=== What the task asks ===
Go through the data and copy each line that holds "border".

=== Information shown ===

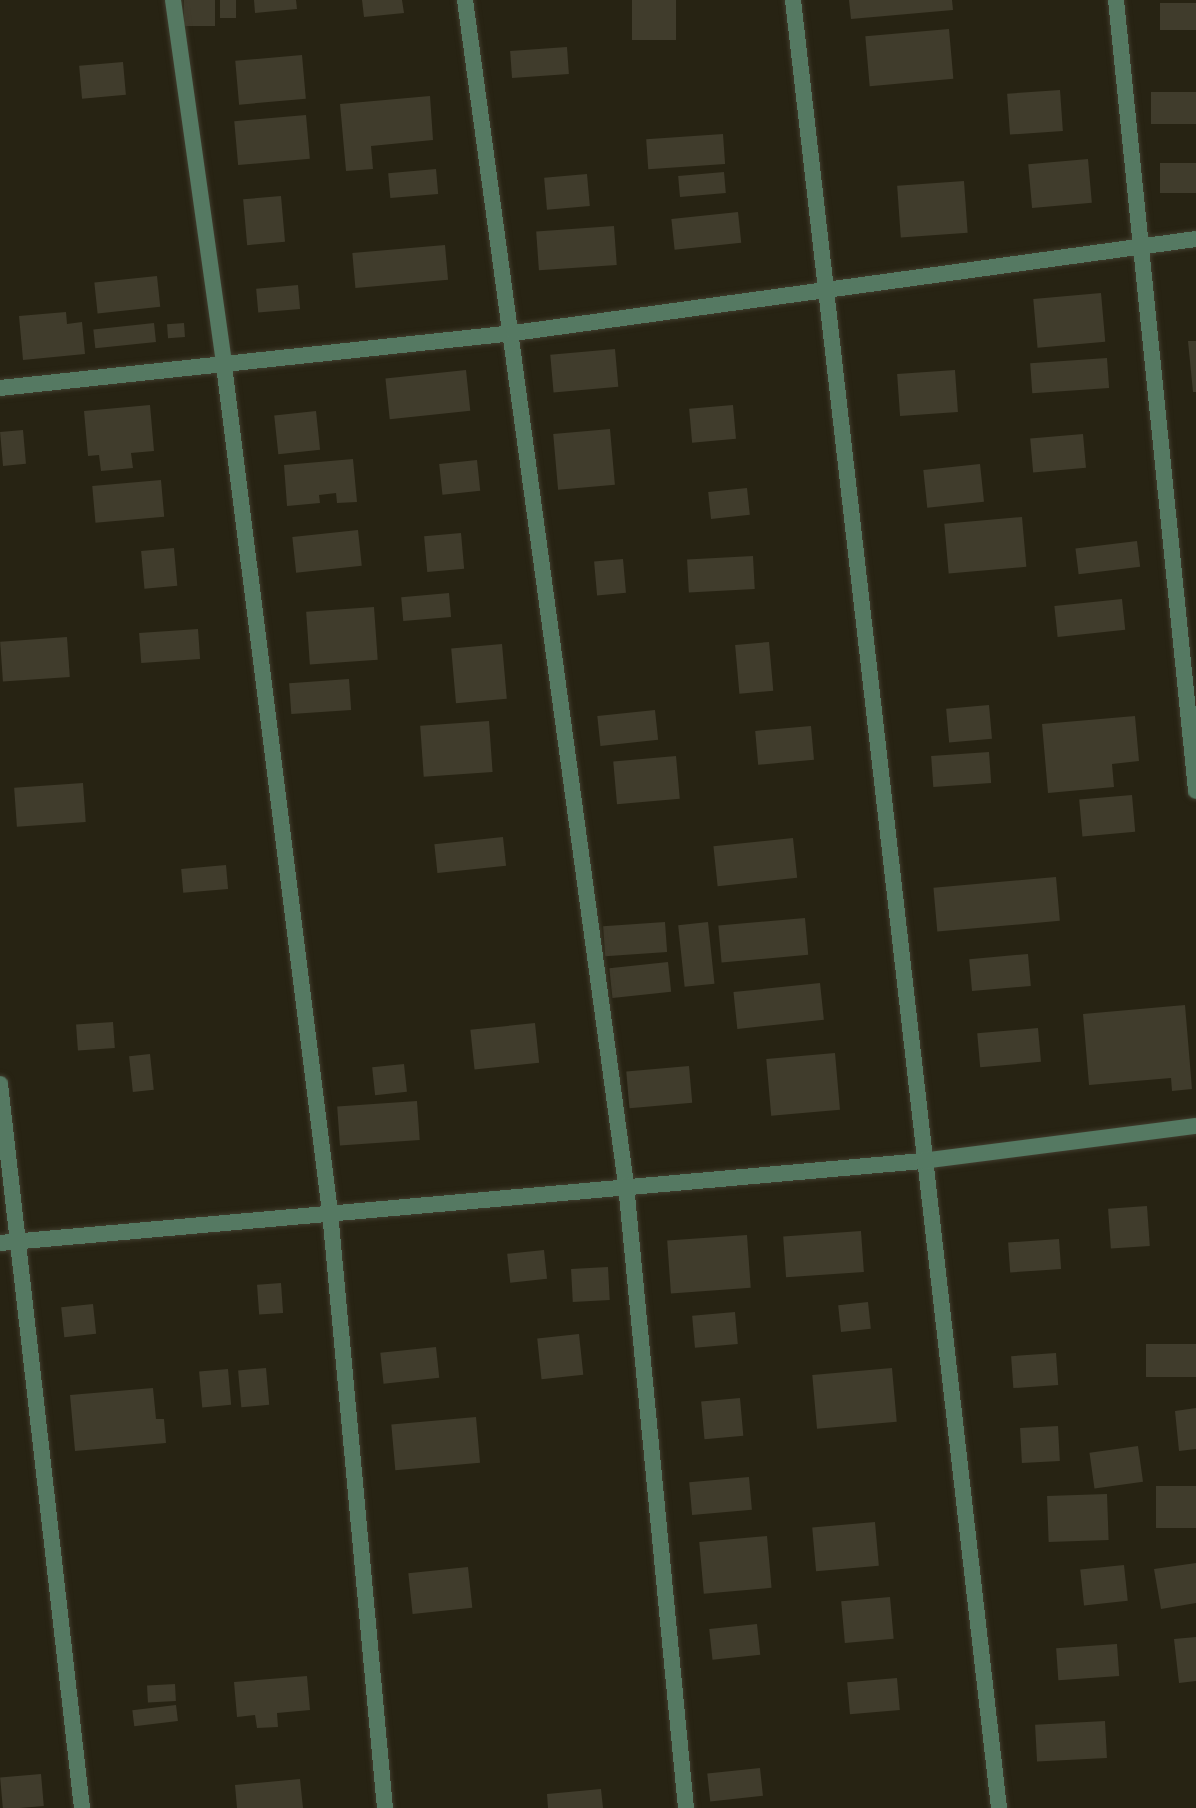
<!DOCTYPE html>
<style>
body{margin:0}
#map{position:relative;width:1196px;height:1808px;overflow:hidden;background:#272313;font-family:"Roboto Condensed",sans-serif}
div>[style]{position:absolute}
.building>*{inset:0;background:#403c2c;transform-origin:0 0}
.roads{filter:drop-shadow(0 0 2px #413d2e) drop-shadow(0 0 2px #413d2e)}
.lane>*{height:16px;margin:-8px;padding:0 8px;transform-origin:8px;border-radius:8px;background:#557962}
.street>*{height:16px;margin:-8px;padding:0 8px;transform-origin:8px;border-radius:8px;background:#557962}
span{translate:-50% -50%;white-space:nowrap;text-align:center;line-height:1.15;-webkit-text-stroke:8px #1d190a;paint-order:stroke}
</style>
<div id="map">
<div class="building">
<i style="left:184px;top:0;width:31px;height:26px"></i>
<i style="left:220px;top:0;width:16px;height:18px"></i>
<i style="clip-path:polygon(254px 0,296px 0,297px 9px,255px 13px)"></i>
<i style="clip-path:polygon(362px 0,402px 0,404px 13px,364px 17px)"></i>
<i style="left:632px;top:0;width:44px;height:40px"></i>
<i style="clip-path:polygon(849px 0,952px 0,953px 10px,851px 19px)"></i>
<i style="left:1196px;top:3px;width:27px;height:36px;rotate:90deg"></i>
<i style="left:949px;top:29px;width:50px;height:84px;rotate:85deg"></i>
<i style="left:567px;top:47px;width:27px;height:57px;rotate:86deg"></i>
<i style="left:302px;top:55px;width:44px;height:67px;rotate:85deg"></i>
<i style="left:123px;top:62px;width:33px;height:44px;rotate:85deg"></i>
<i style="left:1060px;top:90px;width:41px;height:53px;rotate:86deg"></i>
<i style="left:1196px;top:92px;width:32px;height:45px;rotate:90deg"></i>
<i style="clip-path:polygon(430px 96px,433px 140px,371px 146px,373px 169px,346px 171px,340px 104px)"></i>
<i style="left:306px;top:115px;width:44px;height:72px;rotate:85deg"></i>
<i style="left:723px;top:134px;width:30px;height:77px;rotate:86deg"></i>
<i style="left:1088px;top:159px;width:44px;height:60px;rotate:85deg"></i>
<i style="left:1196px;top:163px;width:30px;height:36px;rotate:90deg"></i>
<i style="left:436px;top:169px;width:25px;height:48px;rotate:85deg"></i>
<i style="left:724px;top:172px;width:21px;height:46px;rotate:85deg"></i>
<i style="left:587px;top:174px;width:32px;height:43px;rotate:85deg"></i>
<i style="left:964px;top:181px;width:52px;height:67px;rotate:86deg"></i>
<i style="left:281px;top:196px;width:46px;height:38px;rotate:85deg"></i>
<i style="left:738px;top:212px;width:31px;height:67px;rotate:84deg"></i>
<i style="left:614px;top:226px;width:39px;height:78px;rotate:86deg"></i>
<i style="left:445px;top:245px;width:35px;height:93px;rotate:85deg"></i>
<i style="left:157px;top:276px;width:31px;height:63px;rotate:84deg"></i>
<i style="left:298px;top:285px;width:24px;height:42px;rotate:85deg"></i>
<i style="left:1101px;top:293px;width:49px;height:68px;rotate:85deg"></i>
<i style="clip-path:polygon(66px 312px,67px 324px,82px 322px,85px 354px,23px 360px,19px 316px)"></i>
<i style="left:154px;top:323px;width:19px;height:61px;rotate:84deg"></i>
<i style="left:184px;top:323px;width:14px;height:17px;rotate:86deg"></i>
<i style="clip-path:polygon(1188px 341px,1196px 341px,1196px 392px,1193px 392px)"></i>
<i style="left:615px;top:349px;width:38px;height:65px;rotate:85deg"></i>
<i style="left:1107px;top:358px;width:30px;height:77px;rotate:86deg"></i>
<i style="left:466px;top:370px;width:41px;height:81px;rotate:84deg"></i>
<i style="left:955px;top:370px;width:42px;height:58px;rotate:86deg"></i>
<i style="clip-path:polygon(150px 405px,154px 451px,131px 453px,133px 468px,101px 471px,99px 455px,88px 456px,84px 411px)"></i>
<i style="left:733px;top:405px;width:34px;height:44px;rotate:85deg"></i>
<i style="left:316px;top:411px;width:39px;height:42px;rotate:84deg"></i>
<i style="left:610px;top:429px;width:56px;height:57px;rotate:85deg"></i>
<i style="left:23px;top:430px;width:34px;height:23px;rotate:85deg"></i>
<i style="left:1083px;top:434px;width:34px;height:53px;rotate:85deg"></i>
<i style="clip-path:polygon(353px 459px,357px 502px,337px 503px,336px 493px,319px 495px,320px 503px,287px 506px,284px 465px)"></i>
<i style="left:477px;top:460px;width:31px;height:38px;rotate:84deg"></i>
<i style="left:980px;top:464px;width:38px;height:57px;rotate:84deg"></i>
<i style="left:161px;top:480px;width:37px;height:69px;rotate:85deg"></i>
<i style="left:747px;top:488px;width:27px;height:39px;rotate:84deg"></i>
<i style="left:1022px;top:517px;width:50px;height:78px;rotate:85deg"></i>
<i style="left:358px;top:530px;width:36px;height:66px;rotate:84deg"></i>
<i style="left:461px;top:533px;width:36px;height:37px;rotate:85deg"></i>
<i style="left:1137px;top:541px;width:26px;height:62px;rotate:83deg"></i>
<i style="left:174px;top:548px;width:38px;height:33px;rotate:85deg"></i>
<i style="left:753px;top:556px;width:33px;height:66px;rotate:87deg"></i>
<i style="left:623px;top:559px;width:34px;height:29px;rotate:85deg"></i>
<i style="left:449px;top:593px;width:24px;height:48px;rotate:85deg"></i>
<i style="left:1122px;top:599px;width:31px;height:68px;rotate:84deg"></i>
<i style="left:374px;top:607px;width:53px;height:68px;rotate:86deg"></i>
<i style="left:198px;top:629px;width:30px;height:59px;rotate:86deg"></i>
<i style="left:67px;top:637px;width:40px;height:67px;rotate:86deg"></i>
<i style="left:769px;top:642px;width:49px;height:34px;rotate:85deg"></i>
<i style="left:502px;top:644px;width:55px;height:51px;rotate:85deg"></i>
<i style="left:349px;top:679px;width:31px;height:60px;rotate:86deg"></i>
<i style="left:989px;top:705px;width:34px;height:43px;rotate:85deg"></i>
<i style="left:655px;top:710px;width:30px;height:58px;rotate:84deg"></i>
<i style="clip-path:polygon(1135px 716px,1139px 761px,1112px 764px,1114px 787px,1048px 793px,1042px 724px)"></i>
<i style="left:489px;top:721px;width:51px;height:69px;rotate:86deg"></i>
<i style="left:811px;top:726px;width:34px;height:56px;rotate:85deg"></i>
<i style="left:989px;top:752px;width:31px;height:58px;rotate:86deg"></i>
<i style="left:676px;top:756px;width:43px;height:63px;rotate:85deg"></i>
<i style="left:83px;top:783px;width:39px;height:69px;rotate:86deg"></i>
<i style="left:1132px;top:795px;width:37px;height:53px;rotate:85deg"></i>
<i style="left:503px;top:837px;width:29px;height:69px;rotate:84deg"></i>
<i style="left:793px;top:838px;width:40px;height:80px;rotate:84deg"></i>
<i style="left:226px;top:865px;width:24px;height:45px;rotate:85deg"></i>
<i style="left:1056px;top:877px;width:44px;height:123px;rotate:85deg"></i>
<i style="left:805px;top:918px;width:37px;height:87px;rotate:85deg"></i>
<i style="left:665px;top:922px;width:30px;height:62px;rotate:86deg"></i>
<i style="left:708px;top:922px;width:62px;height:30px;rotate:84deg"></i>
<i style="left:1028px;top:954px;width:32px;height:59px;rotate:85deg"></i>
<i style="left:668px;top:962px;width:30px;height:59px;rotate:84deg"></i>
<i style="left:820px;top:983px;width:37px;height:87px;rotate:84deg"></i>
<i style="clip-path:polygon(1185px 1005px,1192px 1089px,1172px 1091px,1171px 1078px,1089px 1085px,1083px 1014px)"></i>
<i style="left:113px;top:1022px;width:26px;height:37px;rotate:86deg"></i>
<i style="left:535px;top:1023px;width:40px;height:65px;rotate:84deg"></i>
<i style="left:1038px;top:1028px;width:34px;height:61px;rotate:85deg"></i>
<i style="left:835px;top:1053px;width:57px;height:69px;rotate:85deg"></i>
<i style="left:150px;top:1054px;width:36px;height:21px;rotate:84deg"></i>
<i style="left:404px;top:1064px;width:28px;height:32px;rotate:84deg"></i>
<i style="left:689px;top:1066px;width:37px;height:63px;rotate:85deg"></i>
<i style="left:417px;top:1101px;width:39px;height:80px;rotate:86deg"></i>
<i style="left:1147px;top:1206px;width:40px;height:39px;rotate:86deg"></i>
<i style="left:861px;top:1231px;width:41px;height:78px;rotate:86deg"></i>
<i style="left:747px;top:1235px;width:53px;height:80px;rotate:86deg"></i>
<i style="left:1059px;top:1239px;width:30px;height:51px;rotate:86deg"></i>
<i style="left:544px;top:1250px;width:29px;height:37px;rotate:84deg"></i>
<i style="left:608px;top:1267px;width:33px;height:37px;rotate:87deg"></i>
<i style="left:281px;top:1283px;width:30px;height:24px;rotate:86deg"></i>
<i style="left:868px;top:1302px;width:27px;height:30px;rotate:84deg"></i>
<i style="left:93px;top:1304px;width:30px;height:32px;rotate:84deg"></i>
<i style="left:735px;top:1312px;width:32px;height:43px;rotate:85deg"></i>
<i style="left:579px;top:1334px;width:41px;height:42px;rotate:84deg"></i>
<i style="left:1196px;top:1344px;width:33px;height:50px;rotate:90deg"></i>
<i style="left:436px;top:1347px;width:31px;height:56px;rotate:84deg"></i>
<i style="left:1056px;top:1353px;width:32px;height:45px;rotate:86deg"></i>
<i style="left:266px;top:1368px;width:37px;height:28px;rotate:85deg"></i>
<i style="left:892px;top:1368px;width:54px;height:80px;rotate:85deg"></i>
<i style="left:228px;top:1369px;width:36px;height:29px;rotate:85deg"></i>
<i style="clip-path:polygon(153px 1388px,156px 1419px,164px 1419px,166px 1443px,75px 1451px,70px 1395px)"></i>
<i style="left:740px;top:1398px;width:38px;height:39px;rotate:85deg"></i>
<i style="clip-path:polygon(1196px 1408px,1196px 1449px,1179px 1451px,1175px 1411px)"></i>
<i style="left:476px;top:1417px;width:46px;height:85px;rotate:85deg"></i>
<i style="left:1058px;top:1426px;width:35px;height:38px;rotate:87deg"></i>
<i style="left:1138px;top:1446px;width:36px;height:49px;rotate:82deg"></i>
<i style="left:749px;top:1477px;width:33px;height:60px;rotate:85deg"></i>
<i style="left:1196px;top:1486px;width:42px;height:40px;rotate:90deg"></i>
<i style="left:1107px;top:1494px;width:46px;height:60px;rotate:88deg"></i>
<i style="left:875px;top:1522px;width:44px;height:63px;rotate:85deg"></i>
<i style="left:767px;top:1536px;width:52px;height:68px;rotate:85deg"></i>
<i style="clip-path:polygon(1196px 1563px,1196px 1603px,1161px 1609px,1154px 1569px)"></i>
<i style="left:1124px;top:1565px;width:36px;height:44px;rotate:84deg"></i>
<i style="left:468px;top:1567px;width:41px;height:60px;rotate:84deg"></i>
<i style="left:890px;top:1597px;width:42px;height:49px;rotate:85deg"></i>
<i style="left:757px;top:1624px;width:31px;height:48px;rotate:84deg"></i>
<i style="clip-path:polygon(1196px 1637px,1196px 1681px,1179px 1683px,1174px 1639px)"></i>
<i style="left:1117px;top:1644px;width:32px;height:61px;rotate:86deg"></i>
<i style="clip-path:polygon(307px 1676px,310px 1710px,277px 1713px,278px 1727px,257px 1728px,255px 1715px,237px 1717px,234px 1682px)"></i>
<i style="left:897px;top:1678px;width:32px;height:50px;rotate:85deg"></i>
<i style="left:175px;top:1684px;width:17px;height:28px;rotate:87deg"></i>
<i style="left:176px;top:1705px;width:16px;height:44px;rotate:83deg"></i>
<i style="left:1105px;top:1721px;width:37px;height:70px;rotate:87deg"></i>
<i style="left:760px;top:1768px;width:28px;height:53px;rotate:84deg"></i>
<i style="left:41px;top:1774px;width:32px;height:41px;rotate:85deg"></i>
<i style="clip-path:polygon(300px 1779px,303px 1808px,237px 1808px,235px 1785px)"></i>
<i style="clip-path:polygon(601px 1789px,603px 1808px,548px 1808px,547px 1794px)"></i>
</div>
<div class="roads">
<div class="lane">
<i style="left:173px;top:0;width:369px;rotate:82deg"></i>
<i style="left:224px;top:365px;width:854px;rotate:82.87deg"></i>
<i style="left:330px;top:1212px;width:599px;rotate:84.73deg"></i>
</div>
<div class="street">
<i style="left:465px;top:0;width:1196px;rotate:82.26deg"></i>
<i style="left:626px;top:1185px;width:626px;rotate:84.5deg"></i>
<i style="left:793px;top:0;width:1820px;rotate:83.5deg"></i>
<i style="left:1116px;top:0;width:795px;rotate:84.22deg"></i>
<i style="left:0;top:388px;width:517px;rotate:-6.11deg"></i>
<i style="left:514px;top:333px;width:688px;rotate:-7.85deg"></i>
<i style="left:0;top:1084px;width:729px;rotate:83.54deg"></i>
<i style="left:0;top:1243px;width:926px;rotate:-5.08deg"></i>
<i style="left:922px;top:1161px;width:276px;rotate:-7.3deg"></i>
</div>
</div>
</div>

=== Response to this exercise ===
.lane>*{height:16px;margin:-8px;padding:0 8px;transform-origin:8px;border-radius:8px;background:#557962}
.street>*{height:16px;margin:-8px;padding:0 8px;transform-origin:8px;border-radius:8px;background:#557962}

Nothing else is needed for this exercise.